THE RED GRANITE CAPITOL THAT overlooks downtown Austin may seem today like the only place that could house Texas’ government, but it’s actually the fourth Capitol built in Austin—and Texas had thirteen capital cities before that.

In 1879 the Sixteenth Texas Legislature appropriated three million acres of land to finance a new state capitol building and appointed a Capitol Board (composed of the governor, comptroller, treasurer, attorney general, and land commissioner) to give the land to a contractor in exchange for building the Capitol. In 1881, after a fire destroyed the limestone Capitol, in Austin, which served the Republic from 1839 to 1842 and the state from 1845 to 1852, the state government pushed forward its plans to build a new Capitol. First, the Capitol Board hired architect Elijah E. Myers for $12,000 after he won the building commission’s design competition in 1881. Next, Mathias Schnell accepted the contract in return for the land. Schnell later transferred three-fourths interest to Taylor, Babcock, and Company of Chicago, which organized the Capitol Syndicate. The land that the syndicate was to receive as payment was in the unsettled Panhandle, so the syndicate established the XIT Ranch to make the most of the land until it could be sold.

Myers modeled the Texas Capitol after the National Capitol, using a Renaissance Revival design. His plans called for native limestone, but Myers agreed to use red granite donated by the owners of Granite Mountain instead. Because red granite is harder than limestone, Myers modified his plans and eliminated the original design’s elaborate carvings. Myers, however, suffered from psychosomatic illnesses, which made him so difficult to work with that he was fired in 1886.

Construction began in 1882, and eventually Gustav Wilke, a Chicago builder, took over the massive project. Because the red granite was so expensive to transport and work with, the state stepped in, constructing a railroad from Granite Mountain to Burnet and providing convict labor. In 1885 union laborers—angry about the use of convict labor and the low wages Wilke offered—boycotted, and Wilke sent a representative to Scotland to contract granite cutters. The U.S. government indicted Wilke in 1886 for violating the Alien Contract Labor Law and fined him $64,000, which equaled $1,000 for each laborer imported.
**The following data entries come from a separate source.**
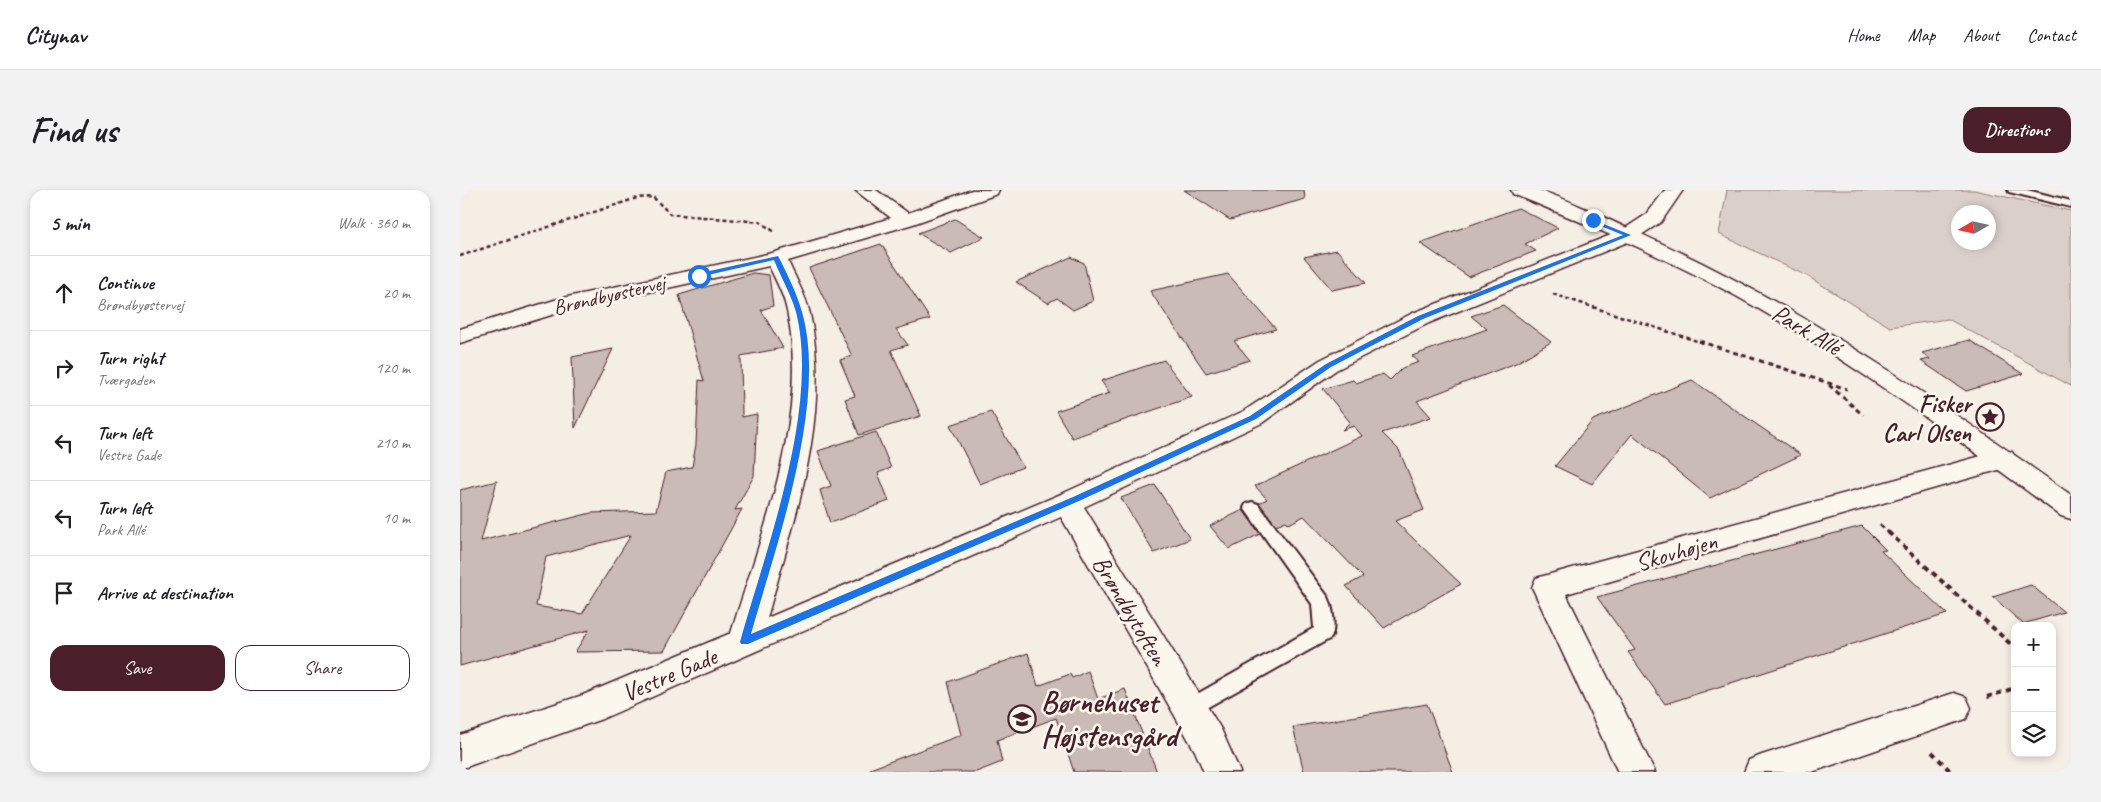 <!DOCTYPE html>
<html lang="en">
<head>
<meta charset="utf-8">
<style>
  :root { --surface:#fff; --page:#f2f2f2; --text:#202124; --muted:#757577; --line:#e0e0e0; --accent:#4a1f2b }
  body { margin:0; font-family:Caveat,sans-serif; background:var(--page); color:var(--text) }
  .controls { position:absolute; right:15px; bottom:15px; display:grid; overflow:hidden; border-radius:10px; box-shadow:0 2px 8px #0003 }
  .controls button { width:45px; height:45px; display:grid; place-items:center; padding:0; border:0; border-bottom:1px solid var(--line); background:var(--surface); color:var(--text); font:25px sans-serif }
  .compass { position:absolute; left:1491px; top:15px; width:45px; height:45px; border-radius:50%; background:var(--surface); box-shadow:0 2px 8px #0003; rotate:261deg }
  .stop { position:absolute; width:15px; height:15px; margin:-11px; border:4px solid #1a73e8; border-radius:50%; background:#fff }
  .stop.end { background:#1a73e8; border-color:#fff; box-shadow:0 1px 5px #0008 }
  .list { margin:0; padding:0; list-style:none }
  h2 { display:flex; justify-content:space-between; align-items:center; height:65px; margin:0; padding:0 20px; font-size:21px }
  h2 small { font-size:16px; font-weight:400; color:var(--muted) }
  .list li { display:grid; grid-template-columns:32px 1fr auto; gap:15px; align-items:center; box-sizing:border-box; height:75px; padding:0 20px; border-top:1px solid var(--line) }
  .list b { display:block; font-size:19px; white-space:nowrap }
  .list p { margin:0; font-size:16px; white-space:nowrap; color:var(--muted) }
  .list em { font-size:16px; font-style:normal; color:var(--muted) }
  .actions { display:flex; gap:10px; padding:15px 20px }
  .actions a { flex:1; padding:11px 0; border:1px solid var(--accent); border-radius:15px; text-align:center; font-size:18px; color:var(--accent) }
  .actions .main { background:var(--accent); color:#fff }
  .icon { flex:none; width:28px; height:28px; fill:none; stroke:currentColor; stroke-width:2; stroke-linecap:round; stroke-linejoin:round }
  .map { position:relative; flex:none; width:1611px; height:582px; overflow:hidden; border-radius:15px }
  header { display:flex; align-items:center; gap:30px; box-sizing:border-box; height:70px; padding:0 25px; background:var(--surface); border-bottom:1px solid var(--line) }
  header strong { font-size:24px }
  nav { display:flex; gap:28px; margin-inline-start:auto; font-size:18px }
  .intro { display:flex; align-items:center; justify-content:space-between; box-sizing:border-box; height:120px; padding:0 30px }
  h1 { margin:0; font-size:35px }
  .button { padding:12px 22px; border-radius:15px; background:var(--accent); color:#fff; font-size:18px; font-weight:700 }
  main { display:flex; gap:30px; padding:0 30px }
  aside { flex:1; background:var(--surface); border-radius:15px; box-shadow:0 2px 8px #0003 }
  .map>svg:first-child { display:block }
</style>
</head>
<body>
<header>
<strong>Citynav</strong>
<nav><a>Home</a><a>Map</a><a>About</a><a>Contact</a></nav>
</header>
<div class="intro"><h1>Find us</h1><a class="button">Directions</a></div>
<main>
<aside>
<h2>5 min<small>Walk · 360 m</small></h2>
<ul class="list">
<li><svg class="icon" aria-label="ahead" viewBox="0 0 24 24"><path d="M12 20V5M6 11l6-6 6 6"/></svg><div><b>Continue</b><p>Brøndbyøstervej</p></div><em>20 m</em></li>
<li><svg class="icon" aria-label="right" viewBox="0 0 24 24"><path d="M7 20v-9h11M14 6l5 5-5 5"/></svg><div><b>Turn right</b><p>Tværgaden</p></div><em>120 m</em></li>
<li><svg class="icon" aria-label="left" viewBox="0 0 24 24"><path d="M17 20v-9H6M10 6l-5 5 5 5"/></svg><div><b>Turn left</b><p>Vestre Gade</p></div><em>210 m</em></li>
<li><svg class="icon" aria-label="left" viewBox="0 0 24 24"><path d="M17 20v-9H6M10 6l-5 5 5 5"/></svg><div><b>Turn left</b><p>Park Allé</p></div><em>10 m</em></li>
<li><svg class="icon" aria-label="arrive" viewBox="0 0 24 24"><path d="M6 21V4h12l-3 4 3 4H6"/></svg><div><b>Arrive at destination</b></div></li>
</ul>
<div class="actions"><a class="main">Save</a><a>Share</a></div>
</aside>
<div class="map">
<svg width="1611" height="582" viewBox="0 0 1611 582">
  <rect width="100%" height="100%" fill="#f4eee4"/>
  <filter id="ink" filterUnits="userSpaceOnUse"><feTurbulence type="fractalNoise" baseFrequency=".02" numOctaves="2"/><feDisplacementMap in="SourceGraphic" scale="10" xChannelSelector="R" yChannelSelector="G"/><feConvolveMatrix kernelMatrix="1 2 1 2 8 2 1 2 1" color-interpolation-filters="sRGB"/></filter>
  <g filter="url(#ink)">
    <path fill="#dbd0c9" stroke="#92787a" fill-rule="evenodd" d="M1267,0h247l97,21v175l-123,-67 -58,8 -83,-51 -88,-42zM1498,22h30v30h-30z"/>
    <g fill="#cabbb6" stroke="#4a1f2b" fill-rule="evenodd">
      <path d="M724,0h120l1,9 -75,21z"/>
      <path d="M1058,18l40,20 -33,16 11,7 -67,26 -49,-34z"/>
      <path d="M495,29l29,18 -33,16 -33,-20z"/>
      <path d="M421,54l49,75 -34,10 12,16 -17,5 30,66 -62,19 -14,-36 10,-3 -15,-36 12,-4 -43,-88z"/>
      <path d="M877,60l29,33 -34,7 -28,-33z"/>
      <path d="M611,67l13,6 9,38 -20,9 -16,-12 -9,5 -32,-21z"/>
      <path d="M293,83l16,2 4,31 -12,4 22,38 -42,8 1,61 15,-3 -3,62 -19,34 7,-1 -78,142 -89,1 14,-22 -129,36v-176l37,-9 -16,60 110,-28 65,-2 10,-39 26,-5 4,-23 3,-64 5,1 -25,-86zM171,345l-49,79 -46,-8 10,-49z"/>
      <path d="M768,84l48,55 -42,12 16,19 -44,13 -56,-82z"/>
      <path d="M1043,115l48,37 -35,21 -99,38 14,16 -49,16 17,17 25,60 -29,11 66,63 -77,44 -38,-42 17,-9 -59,-61 -15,8 -3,-3 -10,4 -17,-22 8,-4 -12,-13 107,-50 -8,-10 -12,4 8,-8 -27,-33 30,-9 3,3 27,-9 7,6 12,-12 17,-6 -7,-6 75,-27 -16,-13z"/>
      <path d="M1509,150l54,34 -57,17 -45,-30 9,-2 -8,-6z"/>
      <path d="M153,159l-38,79 -3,-71z"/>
      <path d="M704,170l28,37 -120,41 -16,-27 54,-18 -9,-12z"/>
      <path d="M1232,190l109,75 -91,43 -78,-64 -40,50 -37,-18 38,-46z"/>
      <path d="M531,222l32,55 -43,17 -30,-59z"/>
      <path d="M416,242l15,36 -13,5 11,28 -59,22 -10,-33 11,-4 -13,-35z"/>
      <path d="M695,295l35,54 -36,14 -33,-55z"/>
      <path d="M783,320l17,24 -31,15 -19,-23z"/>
      <path d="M1402,336l24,24 -5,1 66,63 -282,90 -37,-52 7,-2 -38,-53z"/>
      <path d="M1571,395l33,27 -41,12 -30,-27z"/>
      <path d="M568,463l10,33 32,-12 2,4 16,-7 10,28 27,-10 32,83h-83l-18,-54 -59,22 5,22 -26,10h-105l-1,-3 91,-34 -13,-53z"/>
      <path d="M967,514l26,68h-149l-11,-45z"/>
    </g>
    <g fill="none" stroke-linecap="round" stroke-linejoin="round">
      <g stroke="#4a1f2b" stroke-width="4">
        <g id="lane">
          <path d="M1548,0h19l44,11v6l-62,-15z"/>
          <path d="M792,312l6,2 70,93c5,10 8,31 3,41l-141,79 -7,-3 -3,-6 3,-6 131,-74 -2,-24 -68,-96 2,-4z"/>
        </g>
      </g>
      <g stroke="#4a1f2b" stroke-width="3">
        <g id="street">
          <path d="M395,0h21l32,23 64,-23h27l-2,4 -84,30 -125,37c7,17 18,34 22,53 22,102 -16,206 -43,304l299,-126 178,-81 76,-51 93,-47 208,-82 26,-17 18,-24h18l-22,32 -26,17 -206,84 -93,47 -74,53 -178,84 137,222 19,43h-36l-9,-21 -134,-234 -459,202 -142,50v-34l123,-40 148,-62c30,-98 79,-217 56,-322 -3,-16 -11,-30 -18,-45l-198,43 -111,34v-14l98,-30 214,-46 119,-35z"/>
          <path d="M1543,260l9,2 4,7 -4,7 -446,128 89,178h-37l-86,-185 4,-9z"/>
          <path d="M1494,503l12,4 5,11 -5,11 -154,53h-68l5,-12 13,-5z"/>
        </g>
      </g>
      <g stroke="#4a1f2b" stroke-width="3">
        <path id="secondary" d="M1051,0c8,0 18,0 26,0 27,7 61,25 88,37 160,69 304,167 446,268v24l-10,-3c-105,-78 -210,-156 -325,-220 -71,-39 -147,-71 -223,-102z"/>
      </g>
      <g stroke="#4a1f2b" stroke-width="2.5" stroke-dasharray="4 3" stroke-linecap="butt">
        <path d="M0,66l177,-58 16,-1 17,17 90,8 15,10"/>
        <path d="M1093,104l150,49"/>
      </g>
      <g stroke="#4a1f2b" stroke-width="3" stroke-dasharray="5 4" stroke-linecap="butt">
        <path d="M1239,151l148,48"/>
        <path d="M1369,195l34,30"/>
        <path d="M1420,335l9,8"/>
      </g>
      <g stroke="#4a1f2b" stroke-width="4" stroke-dasharray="5.5 4.5" stroke-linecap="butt">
        <path d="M1428,342l127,116"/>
        <path d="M1527,507l28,-9"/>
        <path d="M1472,562l19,20"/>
      </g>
      <use href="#lane" fill="#fbf7ec" fill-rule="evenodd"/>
      <use href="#street" fill="#fbf7ec" fill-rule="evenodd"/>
      <use href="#secondary" fill="#fbf7ec" fill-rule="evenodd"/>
    </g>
  </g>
  <path fill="#1a73e8" d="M1131,29l40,16 -208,84 -92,48 -75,52 -177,82 -331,143h-7l-1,-2c26,-93 80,-235 56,-330 -5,-17 -15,-35 -22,-52l-75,17 -3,-3 82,-18c9,17 19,38 24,56 26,90 -26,233 -51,322l322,-137 177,-81 76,-52 92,-48 205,-81 -32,-13z"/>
  <defs>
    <g id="sight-ring" transform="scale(1.4375)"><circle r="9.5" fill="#fbf7ec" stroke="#4a1f2b" stroke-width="1.5"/><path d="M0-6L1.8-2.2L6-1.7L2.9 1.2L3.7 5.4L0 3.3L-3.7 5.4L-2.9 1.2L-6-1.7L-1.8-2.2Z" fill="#4a1f2b"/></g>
    <g id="school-ring" transform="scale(1.4375)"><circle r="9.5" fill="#fbf7ec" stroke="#4a1f2b" stroke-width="1.5"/><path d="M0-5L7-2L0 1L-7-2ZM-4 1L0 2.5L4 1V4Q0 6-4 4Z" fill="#4a1f2b"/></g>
  </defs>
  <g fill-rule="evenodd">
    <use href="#sight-ring" x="1530" y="227"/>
    <use href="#school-ring" x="562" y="529"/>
  </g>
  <g text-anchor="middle" stroke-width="5" stroke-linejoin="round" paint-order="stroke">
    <g font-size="21" fill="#4a1f2b" stroke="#fbf7ec">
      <text transform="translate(149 105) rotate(-13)" y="7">Brøndbyøstervej</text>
    </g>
    <g font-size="25" fill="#4a1f2b" stroke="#fbf7ec">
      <text transform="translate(1347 139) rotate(31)" y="9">Park Allé</text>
      <text transform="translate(1216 361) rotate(-16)" y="9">Skovhøjen</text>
      <text transform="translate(671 420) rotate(59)" y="9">Brøndbytoften</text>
      <text transform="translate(209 484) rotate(-23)" y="9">Vestre Gade</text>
    </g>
    <g font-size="25" font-weight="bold" fill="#4a1f2b" stroke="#fbf7ec" text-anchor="end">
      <text x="1511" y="222">Fisker<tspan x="1511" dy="29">Carl Olsen</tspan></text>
    </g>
    <g font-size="30" font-weight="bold" fill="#4a1f2b" stroke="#fbf7ec" text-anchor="start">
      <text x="581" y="522">Børnehuset<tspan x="581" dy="34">Højstensgård</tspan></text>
    </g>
  </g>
</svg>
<div class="controls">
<button>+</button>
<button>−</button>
<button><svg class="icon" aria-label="layers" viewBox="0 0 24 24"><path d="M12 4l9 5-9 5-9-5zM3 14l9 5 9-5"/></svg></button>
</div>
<svg class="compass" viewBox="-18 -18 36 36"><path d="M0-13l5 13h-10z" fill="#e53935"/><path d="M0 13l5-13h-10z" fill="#757577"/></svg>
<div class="stop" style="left:239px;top:86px"></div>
<div class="stop end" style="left:1133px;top:30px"></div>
</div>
</main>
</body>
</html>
Leading our group through the Capitol on a recent summer day, the guide overlooks any scandals, boycotts, or violations of national labor laws. Rather, he mentions the glorious groundbreaking in 1882, the placement of the cornerstone in 1885, and the Capitol’s official completion in December 1888. A tour of the Capitol is enough to make every Texan stand a little taller—I know I did. After all, the Capitol, with 8.5 acres of floor space, is one of the nation’s largest state capitol buildings. The structure in Washington, D.C., may be larger, but the Capitol (thanks to the Goddess of Liberty, which stands atop the iron dome proudly holding a star) reaches 14.64 feet higher.

Visitors enter the impressive building at the south entrance foyer, which houses several paintings and sculptures of historical heroes. At the building’s center, the rotunda, tourists crane their necks up to gaze at the eight-foot star on the dome’s ceiling. The Seals of the Nations, a terrazzo design on the floor’s center, features the Seal of the Republic of Texas. Positioned between the five points of the Republic’s Lone Star, the five seals of the nations that once flew flags over Texas remind us of the state’s rich history. Portraits of the four former presidents of the Republic of Texas and of the former governors of Texas hang on the rotunda’s interior walls, but our tour guide admitted that the rotunda is running out of wall space (the folks at the Capitol have about 28 years to figure something out).

In the north wing, the Legislative Reference Library stores state legal documents, and the rooms that originally housed the Supreme Court and the Court of Criminal Appeals now serve as legislative meeting rooms. The Senate chamber is in the east wing, and the west wing’s House of Representatives chamber is the largest room in the Capitol, home to the flag from the 1836 Battle of San Jacinto.

As we traipse through the building, we see just a fragment of the seven miles of wainscoting that line the walls, but we learn about the Capitol’s latest addition and restoration. After a fire damaged the east wing in 1983, the State Preservation Board was formed to head fundraising and plan all changes to the Capitol. In 1989 the Legislature approved plans to restore the Capitol to its turn-of-the-century form and to build the Capitol Extension. Completed in 1993, the Extension, an underground annex on the north side of the Capitol, has two levels of government offices, several committee hearing rooms, a pressroom, an auditorium, and a cafeteria. Large skylights let in natural light, and the open-air rotunda complements the Capitol’s original one. While the annex relieved overcrowding, it did not destroy the Capitol’s colorful atmosphere. During legislative sessions, tourists meander past the politicians who work for some of them, listening to their legislators discuss policy, learning about history.